▶ To do:
Take every line from the data that has the word "marker" in it.

[Saved entries]
_ _ _ _ _
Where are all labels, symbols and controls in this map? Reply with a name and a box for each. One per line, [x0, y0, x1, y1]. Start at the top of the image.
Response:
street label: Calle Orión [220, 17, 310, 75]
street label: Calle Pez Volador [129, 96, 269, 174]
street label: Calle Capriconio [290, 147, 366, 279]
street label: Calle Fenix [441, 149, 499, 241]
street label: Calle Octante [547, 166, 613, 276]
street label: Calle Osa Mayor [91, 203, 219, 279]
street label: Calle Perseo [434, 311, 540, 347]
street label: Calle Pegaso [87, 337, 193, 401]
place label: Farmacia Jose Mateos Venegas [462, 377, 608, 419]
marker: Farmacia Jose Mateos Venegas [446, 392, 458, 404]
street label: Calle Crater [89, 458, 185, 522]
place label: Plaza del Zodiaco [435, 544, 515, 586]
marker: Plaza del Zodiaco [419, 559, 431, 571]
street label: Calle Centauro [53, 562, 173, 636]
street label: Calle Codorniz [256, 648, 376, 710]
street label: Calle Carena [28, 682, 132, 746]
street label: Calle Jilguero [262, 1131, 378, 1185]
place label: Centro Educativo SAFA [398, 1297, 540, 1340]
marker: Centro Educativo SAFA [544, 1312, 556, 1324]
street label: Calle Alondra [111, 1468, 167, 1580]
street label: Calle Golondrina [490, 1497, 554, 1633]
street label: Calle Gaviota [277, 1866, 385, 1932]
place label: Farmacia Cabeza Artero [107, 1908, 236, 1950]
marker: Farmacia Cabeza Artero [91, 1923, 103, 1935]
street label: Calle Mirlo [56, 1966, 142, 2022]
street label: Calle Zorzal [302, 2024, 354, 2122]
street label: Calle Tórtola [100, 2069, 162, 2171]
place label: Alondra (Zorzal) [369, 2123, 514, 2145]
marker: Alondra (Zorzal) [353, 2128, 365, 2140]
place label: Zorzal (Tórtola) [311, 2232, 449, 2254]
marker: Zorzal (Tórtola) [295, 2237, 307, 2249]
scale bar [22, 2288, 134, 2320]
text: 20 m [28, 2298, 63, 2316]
_ _ _ _ _
▶ Solution to the problem:
marker: Farmacia Jose Mateos Venegas [446, 392, 458, 404]
marker: Plaza del Zodiaco [419, 559, 431, 571]
marker: Centro Educativo SAFA [544, 1312, 556, 1324]
marker: Farmacia Cabeza Artero [91, 1923, 103, 1935]
marker: Alondra (Zorzal) [353, 2128, 365, 2140]
marker: Zorzal (Tórtola) [295, 2237, 307, 2249]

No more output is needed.